> _Records provided_:
---

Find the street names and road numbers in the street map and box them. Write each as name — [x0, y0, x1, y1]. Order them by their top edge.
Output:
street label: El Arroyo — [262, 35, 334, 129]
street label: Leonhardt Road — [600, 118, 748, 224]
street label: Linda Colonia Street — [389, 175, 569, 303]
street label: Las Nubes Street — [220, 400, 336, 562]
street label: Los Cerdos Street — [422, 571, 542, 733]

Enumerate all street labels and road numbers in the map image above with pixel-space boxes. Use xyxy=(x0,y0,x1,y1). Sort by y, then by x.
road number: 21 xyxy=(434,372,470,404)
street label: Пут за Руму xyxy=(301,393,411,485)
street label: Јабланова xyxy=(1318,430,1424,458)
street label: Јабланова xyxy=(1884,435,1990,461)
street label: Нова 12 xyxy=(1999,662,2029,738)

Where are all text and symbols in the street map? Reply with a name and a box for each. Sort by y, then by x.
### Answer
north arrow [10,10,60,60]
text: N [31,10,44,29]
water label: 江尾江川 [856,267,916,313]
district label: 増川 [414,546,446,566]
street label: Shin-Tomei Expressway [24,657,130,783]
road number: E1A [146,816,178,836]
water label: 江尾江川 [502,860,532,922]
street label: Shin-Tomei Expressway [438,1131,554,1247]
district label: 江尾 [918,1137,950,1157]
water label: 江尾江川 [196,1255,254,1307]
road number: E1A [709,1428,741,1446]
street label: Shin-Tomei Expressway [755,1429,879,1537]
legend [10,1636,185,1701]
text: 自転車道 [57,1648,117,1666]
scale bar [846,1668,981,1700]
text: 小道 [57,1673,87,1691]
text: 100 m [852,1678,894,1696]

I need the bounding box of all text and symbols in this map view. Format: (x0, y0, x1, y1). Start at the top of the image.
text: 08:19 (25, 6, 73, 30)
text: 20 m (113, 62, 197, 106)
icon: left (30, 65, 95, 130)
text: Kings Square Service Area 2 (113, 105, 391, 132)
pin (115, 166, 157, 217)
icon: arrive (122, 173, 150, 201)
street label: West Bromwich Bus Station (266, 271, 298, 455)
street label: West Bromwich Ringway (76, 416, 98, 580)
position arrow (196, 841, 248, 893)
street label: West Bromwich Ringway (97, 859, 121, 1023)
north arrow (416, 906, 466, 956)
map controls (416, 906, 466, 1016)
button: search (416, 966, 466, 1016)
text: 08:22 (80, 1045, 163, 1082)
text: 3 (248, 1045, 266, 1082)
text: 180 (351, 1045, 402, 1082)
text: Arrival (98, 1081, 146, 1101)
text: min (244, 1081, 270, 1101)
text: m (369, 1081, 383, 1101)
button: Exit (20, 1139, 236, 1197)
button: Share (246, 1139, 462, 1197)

---

> _Exercise objective_:
Above are some records; repeat all of them exactly.

> _Answer to the problem_:
Find the street names and road numbers in the street map and box them. Write each as name — [x0, y0, x1, y1]. Order them by their top edge.
Output:
street label: El Arroyo — [262, 35, 334, 129]
street label: Leonhardt Road — [600, 118, 748, 224]
street label: Linda Colonia Street — [389, 175, 569, 303]
street label: Las Nubes Street — [220, 400, 336, 562]
street label: Los Cerdos Street — [422, 571, 542, 733]

Enumerate all street labels and road numbers in the map image above with pixel-space boxes. Use xyxy=(x0,y0,x1,y1). Sort by y, then by x.
road number: 21 xyxy=(434,372,470,404)
street label: Пут за Руму xyxy=(301,393,411,485)
street label: Јабланова xyxy=(1318,430,1424,458)
street label: Јабланова xyxy=(1884,435,1990,461)
street label: Нова 12 xyxy=(1999,662,2029,738)

Where are all text and symbols in the street map? Reply with a name and a box for each. Sort by y, then by x.
### Answer
north arrow [10,10,60,60]
text: N [31,10,44,29]
water label: 江尾江川 [856,267,916,313]
district label: 増川 [414,546,446,566]
street label: Shin-Tomei Expressway [24,657,130,783]
road number: E1A [146,816,178,836]
water label: 江尾江川 [502,860,532,922]
street label: Shin-Tomei Expressway [438,1131,554,1247]
district label: 江尾 [918,1137,950,1157]
water label: 江尾江川 [196,1255,254,1307]
road number: E1A [709,1428,741,1446]
street label: Shin-Tomei Expressway [755,1429,879,1537]
legend [10,1636,185,1701]
text: 自転車道 [57,1648,117,1666]
scale bar [846,1668,981,1700]
text: 小道 [57,1673,87,1691]
text: 100 m [852,1678,894,1696]

I need the bounding box of all text and symbols in this map view. Format: (x0, y0, x1, y1). Start at the top of the image.
text: 08:19 (25, 6, 73, 30)
text: 20 m (113, 62, 197, 106)
icon: left (30, 65, 95, 130)
text: Kings Square Service Area 2 (113, 105, 391, 132)
pin (115, 166, 157, 217)
icon: arrive (122, 173, 150, 201)
street label: West Bromwich Bus Station (266, 271, 298, 455)
street label: West Bromwich Ringway (76, 416, 98, 580)
position arrow (196, 841, 248, 893)
street label: West Bromwich Ringway (97, 859, 121, 1023)
north arrow (416, 906, 466, 956)
map controls (416, 906, 466, 1016)
button: search (416, 966, 466, 1016)
text: 08:22 (80, 1045, 163, 1082)
text: 3 (248, 1045, 266, 1082)
text: 180 (351, 1045, 402, 1082)
text: Arrival (98, 1081, 146, 1101)
text: min (244, 1081, 270, 1101)
text: m (369, 1081, 383, 1101)
button: Exit (20, 1139, 236, 1197)
button: Share (246, 1139, 462, 1197)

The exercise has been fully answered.